What you have to do
From the entries that follow, work out how many lines contain "Math". Write the number only.
BEGIN Record extracts
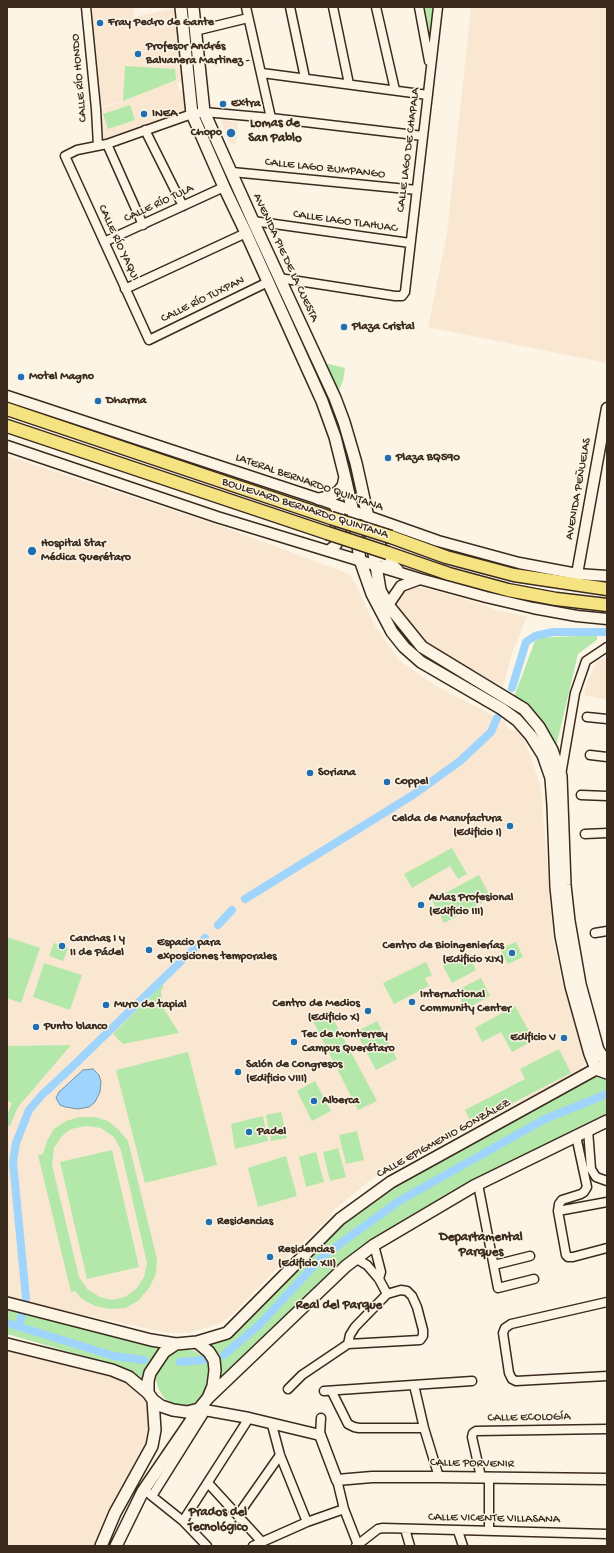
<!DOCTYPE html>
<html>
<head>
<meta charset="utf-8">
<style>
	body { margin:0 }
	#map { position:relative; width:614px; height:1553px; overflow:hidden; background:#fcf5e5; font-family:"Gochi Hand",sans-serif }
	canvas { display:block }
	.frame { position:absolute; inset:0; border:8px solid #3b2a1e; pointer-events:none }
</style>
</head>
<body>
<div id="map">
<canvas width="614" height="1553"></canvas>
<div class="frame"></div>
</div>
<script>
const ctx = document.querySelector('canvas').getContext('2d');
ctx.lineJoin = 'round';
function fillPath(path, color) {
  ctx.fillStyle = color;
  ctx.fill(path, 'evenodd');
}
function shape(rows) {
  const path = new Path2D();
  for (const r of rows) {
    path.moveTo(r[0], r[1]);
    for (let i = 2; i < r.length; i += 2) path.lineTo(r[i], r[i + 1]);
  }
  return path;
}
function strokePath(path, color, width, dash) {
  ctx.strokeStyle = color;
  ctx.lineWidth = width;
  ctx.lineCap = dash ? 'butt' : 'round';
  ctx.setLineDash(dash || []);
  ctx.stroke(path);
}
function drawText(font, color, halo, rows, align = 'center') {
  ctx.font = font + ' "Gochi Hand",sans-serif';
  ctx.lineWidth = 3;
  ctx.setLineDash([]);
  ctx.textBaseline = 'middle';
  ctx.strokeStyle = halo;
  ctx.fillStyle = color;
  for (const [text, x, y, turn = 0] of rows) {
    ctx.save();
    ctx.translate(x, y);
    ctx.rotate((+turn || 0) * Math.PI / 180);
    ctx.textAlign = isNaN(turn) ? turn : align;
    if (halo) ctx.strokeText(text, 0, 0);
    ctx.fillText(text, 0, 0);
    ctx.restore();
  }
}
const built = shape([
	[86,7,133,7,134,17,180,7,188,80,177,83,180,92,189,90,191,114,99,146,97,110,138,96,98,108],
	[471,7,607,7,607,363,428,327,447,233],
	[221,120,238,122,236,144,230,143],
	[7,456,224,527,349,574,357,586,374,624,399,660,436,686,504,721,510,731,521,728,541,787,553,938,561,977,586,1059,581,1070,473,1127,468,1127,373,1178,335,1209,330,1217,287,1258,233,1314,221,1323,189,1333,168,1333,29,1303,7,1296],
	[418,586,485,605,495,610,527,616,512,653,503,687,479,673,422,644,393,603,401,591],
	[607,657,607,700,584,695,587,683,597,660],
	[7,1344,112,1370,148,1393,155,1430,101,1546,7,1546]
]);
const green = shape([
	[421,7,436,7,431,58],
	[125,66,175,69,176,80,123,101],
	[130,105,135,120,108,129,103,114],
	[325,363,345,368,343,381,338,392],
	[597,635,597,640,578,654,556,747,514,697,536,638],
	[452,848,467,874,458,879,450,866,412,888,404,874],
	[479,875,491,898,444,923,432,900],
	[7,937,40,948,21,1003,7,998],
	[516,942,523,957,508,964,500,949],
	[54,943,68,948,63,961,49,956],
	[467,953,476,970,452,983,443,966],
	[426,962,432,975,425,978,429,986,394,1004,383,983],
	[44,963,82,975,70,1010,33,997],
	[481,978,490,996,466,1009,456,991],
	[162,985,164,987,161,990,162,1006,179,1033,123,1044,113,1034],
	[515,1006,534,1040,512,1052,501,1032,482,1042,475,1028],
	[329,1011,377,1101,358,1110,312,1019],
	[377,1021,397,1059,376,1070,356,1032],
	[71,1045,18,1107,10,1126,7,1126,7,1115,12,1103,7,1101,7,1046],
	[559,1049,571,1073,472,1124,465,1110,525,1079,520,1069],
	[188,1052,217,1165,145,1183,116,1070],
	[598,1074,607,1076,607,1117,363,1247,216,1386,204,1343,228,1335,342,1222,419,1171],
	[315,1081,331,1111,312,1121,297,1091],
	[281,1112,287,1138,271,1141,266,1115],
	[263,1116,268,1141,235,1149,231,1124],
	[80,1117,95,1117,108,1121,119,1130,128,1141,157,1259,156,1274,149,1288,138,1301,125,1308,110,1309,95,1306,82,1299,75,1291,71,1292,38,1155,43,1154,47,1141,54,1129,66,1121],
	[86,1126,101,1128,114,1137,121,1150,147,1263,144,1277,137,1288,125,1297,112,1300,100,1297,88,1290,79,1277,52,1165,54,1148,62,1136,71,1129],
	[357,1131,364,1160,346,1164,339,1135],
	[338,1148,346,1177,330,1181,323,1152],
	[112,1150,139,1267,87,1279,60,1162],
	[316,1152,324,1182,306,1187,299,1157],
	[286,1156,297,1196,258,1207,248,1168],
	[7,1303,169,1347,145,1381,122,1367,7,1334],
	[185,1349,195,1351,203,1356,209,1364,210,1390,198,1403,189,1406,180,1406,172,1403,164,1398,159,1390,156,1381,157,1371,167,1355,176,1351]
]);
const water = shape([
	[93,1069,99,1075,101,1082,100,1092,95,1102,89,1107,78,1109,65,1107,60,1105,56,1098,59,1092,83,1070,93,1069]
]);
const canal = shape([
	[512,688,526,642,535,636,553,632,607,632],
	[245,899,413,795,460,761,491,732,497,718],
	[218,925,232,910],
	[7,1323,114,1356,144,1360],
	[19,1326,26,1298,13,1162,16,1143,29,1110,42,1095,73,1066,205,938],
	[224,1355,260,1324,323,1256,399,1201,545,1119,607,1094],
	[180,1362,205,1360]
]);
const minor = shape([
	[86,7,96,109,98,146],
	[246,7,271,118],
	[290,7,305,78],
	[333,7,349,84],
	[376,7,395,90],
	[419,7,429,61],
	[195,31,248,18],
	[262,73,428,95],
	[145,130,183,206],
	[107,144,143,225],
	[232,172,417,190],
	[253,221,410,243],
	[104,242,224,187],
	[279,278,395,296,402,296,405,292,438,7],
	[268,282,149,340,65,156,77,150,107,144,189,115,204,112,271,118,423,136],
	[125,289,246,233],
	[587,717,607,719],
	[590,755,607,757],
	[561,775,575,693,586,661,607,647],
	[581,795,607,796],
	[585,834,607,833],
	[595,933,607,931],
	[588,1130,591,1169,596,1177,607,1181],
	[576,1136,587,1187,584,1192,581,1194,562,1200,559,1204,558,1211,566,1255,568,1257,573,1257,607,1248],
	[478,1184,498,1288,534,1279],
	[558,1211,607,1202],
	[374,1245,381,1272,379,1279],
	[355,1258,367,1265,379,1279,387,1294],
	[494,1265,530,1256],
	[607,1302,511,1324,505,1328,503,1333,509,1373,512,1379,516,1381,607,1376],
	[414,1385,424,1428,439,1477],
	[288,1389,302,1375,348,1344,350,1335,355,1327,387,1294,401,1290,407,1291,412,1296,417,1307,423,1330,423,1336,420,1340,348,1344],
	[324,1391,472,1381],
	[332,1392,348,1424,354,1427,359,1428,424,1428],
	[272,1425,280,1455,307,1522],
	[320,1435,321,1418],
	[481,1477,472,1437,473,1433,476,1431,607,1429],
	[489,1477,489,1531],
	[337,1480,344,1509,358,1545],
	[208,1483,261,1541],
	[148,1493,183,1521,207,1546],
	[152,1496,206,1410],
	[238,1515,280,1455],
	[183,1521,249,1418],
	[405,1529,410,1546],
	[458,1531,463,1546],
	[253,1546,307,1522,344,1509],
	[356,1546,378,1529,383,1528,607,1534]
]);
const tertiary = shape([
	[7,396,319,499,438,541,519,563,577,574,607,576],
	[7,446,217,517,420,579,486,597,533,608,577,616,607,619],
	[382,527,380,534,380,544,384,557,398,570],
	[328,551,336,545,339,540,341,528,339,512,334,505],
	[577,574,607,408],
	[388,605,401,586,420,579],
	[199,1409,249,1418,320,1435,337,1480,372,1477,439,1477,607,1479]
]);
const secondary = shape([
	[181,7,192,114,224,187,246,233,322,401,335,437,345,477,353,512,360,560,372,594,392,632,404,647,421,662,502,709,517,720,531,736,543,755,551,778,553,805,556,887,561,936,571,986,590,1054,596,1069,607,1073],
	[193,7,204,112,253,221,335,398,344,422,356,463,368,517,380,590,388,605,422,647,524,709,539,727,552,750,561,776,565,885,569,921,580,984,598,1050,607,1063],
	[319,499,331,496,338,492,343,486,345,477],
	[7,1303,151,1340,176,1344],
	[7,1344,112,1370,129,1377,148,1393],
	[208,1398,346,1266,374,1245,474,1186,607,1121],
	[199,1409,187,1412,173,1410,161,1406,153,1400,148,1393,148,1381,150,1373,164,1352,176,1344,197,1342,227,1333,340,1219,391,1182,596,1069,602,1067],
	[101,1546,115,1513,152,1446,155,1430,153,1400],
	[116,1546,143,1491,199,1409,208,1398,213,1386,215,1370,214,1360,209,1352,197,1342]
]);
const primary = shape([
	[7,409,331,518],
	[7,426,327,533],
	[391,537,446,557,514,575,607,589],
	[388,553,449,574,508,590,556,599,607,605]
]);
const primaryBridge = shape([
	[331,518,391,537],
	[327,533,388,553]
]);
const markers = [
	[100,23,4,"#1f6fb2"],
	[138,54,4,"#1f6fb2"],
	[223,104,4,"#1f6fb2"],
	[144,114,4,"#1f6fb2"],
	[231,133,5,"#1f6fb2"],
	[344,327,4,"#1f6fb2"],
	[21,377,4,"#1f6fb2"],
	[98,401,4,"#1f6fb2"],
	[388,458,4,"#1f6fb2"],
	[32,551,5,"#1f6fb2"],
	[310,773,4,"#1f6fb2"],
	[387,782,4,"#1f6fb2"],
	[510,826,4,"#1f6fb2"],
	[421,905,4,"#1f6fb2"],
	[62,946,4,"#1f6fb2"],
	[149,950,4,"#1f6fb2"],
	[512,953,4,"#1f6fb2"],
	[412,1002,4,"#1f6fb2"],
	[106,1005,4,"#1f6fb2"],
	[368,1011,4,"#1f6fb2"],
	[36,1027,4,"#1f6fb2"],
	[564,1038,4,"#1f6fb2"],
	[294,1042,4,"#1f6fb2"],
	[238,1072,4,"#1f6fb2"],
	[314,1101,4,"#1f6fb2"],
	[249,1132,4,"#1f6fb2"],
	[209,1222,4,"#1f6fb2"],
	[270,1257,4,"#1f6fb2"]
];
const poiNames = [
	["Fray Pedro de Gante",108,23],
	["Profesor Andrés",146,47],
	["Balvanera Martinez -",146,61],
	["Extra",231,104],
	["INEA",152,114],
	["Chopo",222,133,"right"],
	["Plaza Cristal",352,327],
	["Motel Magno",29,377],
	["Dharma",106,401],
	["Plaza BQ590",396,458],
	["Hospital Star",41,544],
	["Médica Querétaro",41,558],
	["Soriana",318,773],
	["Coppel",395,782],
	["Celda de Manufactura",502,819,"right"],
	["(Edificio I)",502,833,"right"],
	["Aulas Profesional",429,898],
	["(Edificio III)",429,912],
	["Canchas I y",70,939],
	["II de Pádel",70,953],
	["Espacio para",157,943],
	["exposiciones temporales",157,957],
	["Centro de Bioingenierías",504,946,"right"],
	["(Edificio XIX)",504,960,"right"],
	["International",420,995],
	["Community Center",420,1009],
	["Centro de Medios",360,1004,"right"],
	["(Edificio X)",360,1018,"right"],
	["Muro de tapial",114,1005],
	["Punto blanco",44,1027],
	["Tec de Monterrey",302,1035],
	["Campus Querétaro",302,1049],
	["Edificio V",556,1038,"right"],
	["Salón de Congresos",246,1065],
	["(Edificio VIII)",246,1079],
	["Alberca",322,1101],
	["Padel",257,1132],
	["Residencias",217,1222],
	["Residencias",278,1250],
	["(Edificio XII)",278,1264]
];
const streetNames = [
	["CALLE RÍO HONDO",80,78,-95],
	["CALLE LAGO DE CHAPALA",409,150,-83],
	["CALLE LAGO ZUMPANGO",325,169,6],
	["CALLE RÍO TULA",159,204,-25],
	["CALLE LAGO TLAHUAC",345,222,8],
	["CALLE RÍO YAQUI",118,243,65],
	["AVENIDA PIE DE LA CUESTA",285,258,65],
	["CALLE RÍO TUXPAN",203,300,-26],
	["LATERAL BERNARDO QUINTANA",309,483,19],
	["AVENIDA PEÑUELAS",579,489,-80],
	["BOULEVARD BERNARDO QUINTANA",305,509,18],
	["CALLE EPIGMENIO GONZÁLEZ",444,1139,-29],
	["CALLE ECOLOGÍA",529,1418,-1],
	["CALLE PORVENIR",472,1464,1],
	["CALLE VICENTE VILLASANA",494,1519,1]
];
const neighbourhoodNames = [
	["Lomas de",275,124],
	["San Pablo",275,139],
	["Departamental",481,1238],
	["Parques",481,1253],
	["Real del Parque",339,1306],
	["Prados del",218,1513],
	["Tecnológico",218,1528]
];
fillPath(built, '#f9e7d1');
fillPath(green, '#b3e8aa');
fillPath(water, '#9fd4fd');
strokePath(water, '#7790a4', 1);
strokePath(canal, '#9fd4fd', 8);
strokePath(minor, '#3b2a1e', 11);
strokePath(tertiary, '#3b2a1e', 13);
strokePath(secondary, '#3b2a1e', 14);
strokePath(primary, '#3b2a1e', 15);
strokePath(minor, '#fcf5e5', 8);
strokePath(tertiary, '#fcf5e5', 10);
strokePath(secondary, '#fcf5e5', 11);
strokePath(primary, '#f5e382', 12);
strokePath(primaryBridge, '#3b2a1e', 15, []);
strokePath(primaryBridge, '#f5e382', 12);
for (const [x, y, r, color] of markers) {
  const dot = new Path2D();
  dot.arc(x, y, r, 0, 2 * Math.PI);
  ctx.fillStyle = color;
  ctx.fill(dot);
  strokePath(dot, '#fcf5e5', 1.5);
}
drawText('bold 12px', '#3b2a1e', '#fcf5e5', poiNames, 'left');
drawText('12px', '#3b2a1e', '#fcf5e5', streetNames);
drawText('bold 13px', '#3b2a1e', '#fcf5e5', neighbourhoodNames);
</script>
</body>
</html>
END Record extracts
Solution for this problem
2